*Problem details*. Once the pictures are set aside, transcribe the remaining data exactly.

[[ Input data, beginning ]]

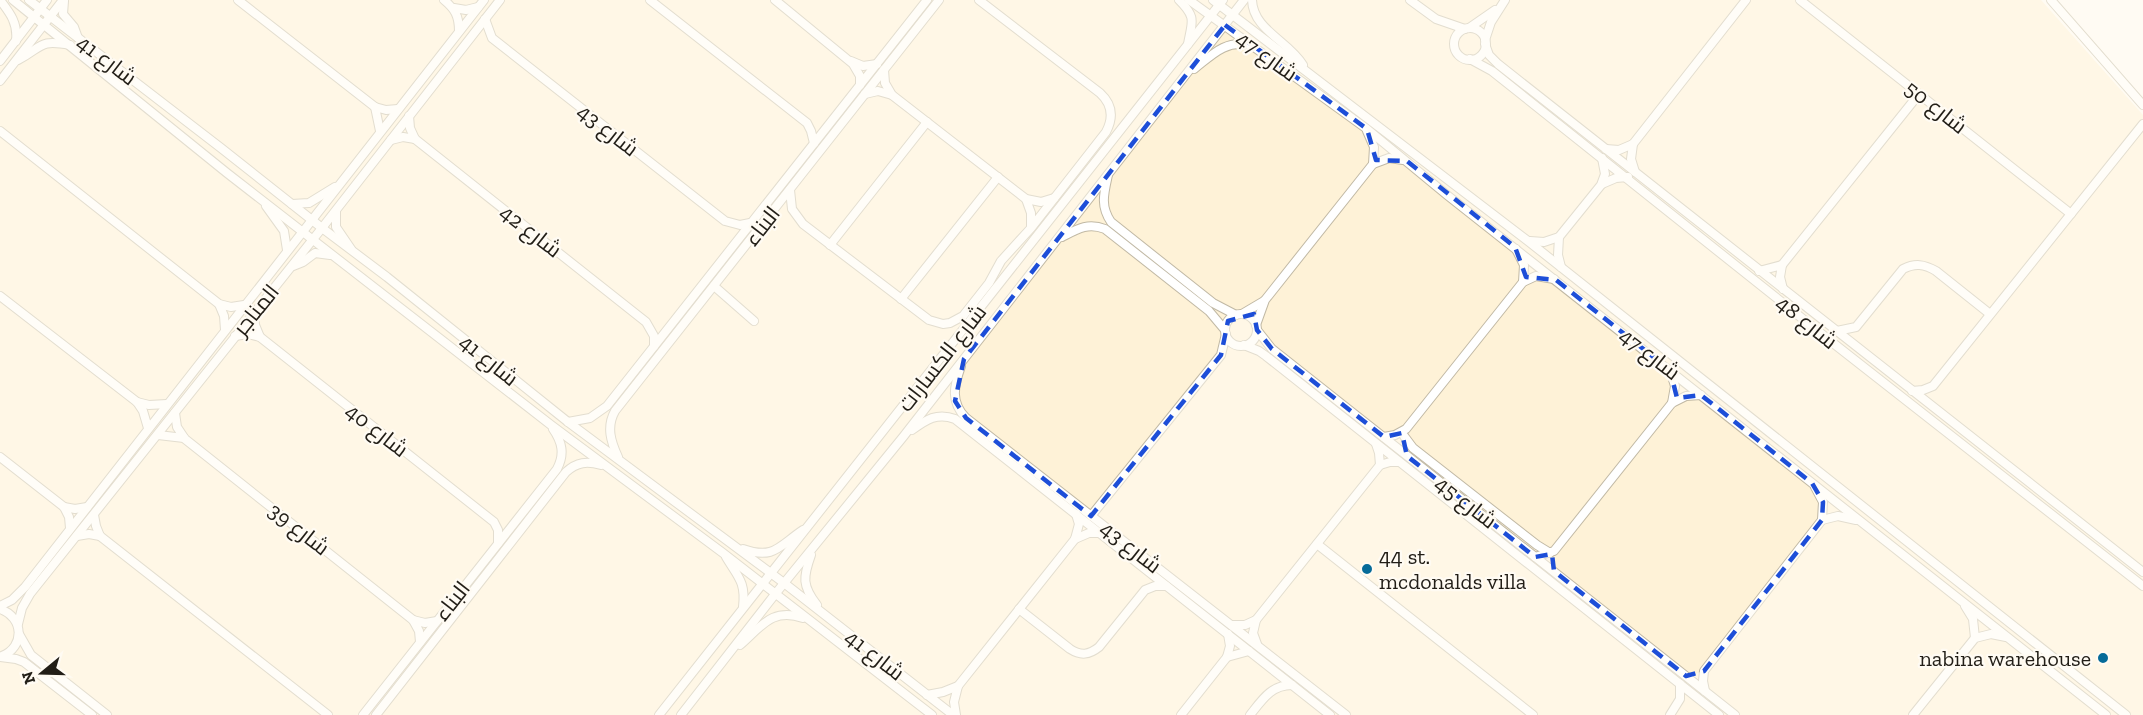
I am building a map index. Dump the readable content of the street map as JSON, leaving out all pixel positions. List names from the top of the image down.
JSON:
{
  "streets": {
    "street": [
      "شارع 47",
      "شارع 41",
      "شارع 50",
      "شارع 43",
      "البناء",
      "شارع 42",
      "المناجر",
      "شارع 48",
      "شارع الكسارات",
      "شارع 40",
      "شارع 45",
      "شارع 39"
    ]
  },
  "crossings": [
    ["شارع 47", "شارع الكسارات"],
    ["شارع 41", "البناء"],
    ["شارع 41", "المناجر"],
    ["شارع 41", "شارع الكسارات"],
    ["شارع 43", "شارع الكسارات"],
    ["البناء", "شارع 42"]
  ],
  "places": ["44 st. mcdonalds villa", "nabina warehouse"],
  "north": "left"
}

[[ Input data, end ]]

*Completed exercise*.
I am building a map index. Dump the readable content of the street map as JSON, leaving out all pixel positions. List names from the top of the image down.
JSON:
{
  "streets": {
    "street": [
      "شارع 47",
      "شارع 41",
      "شارع 50",
      "شارع 43",
      "البناء",
      "شارع 42",
      "المناجر",
      "شارع 48",
      "شارع الكسارات",
      "شارع 40",
      "شارع 45",
      "شارع 39"
    ]
  },
  "crossings": [
    ["شارع 47", "شارع الكسارات"],
    ["شارع 41", "البناء"],
    ["شارع 41", "المناجر"],
    ["شارع 41", "شارع الكسارات"],
    ["شارع 43", "شارع الكسارات"],
    ["البناء", "شارع 42"]
  ],
  "places": ["44 st. mcdonalds villa", "nabina warehouse"],
  "north": "left"
}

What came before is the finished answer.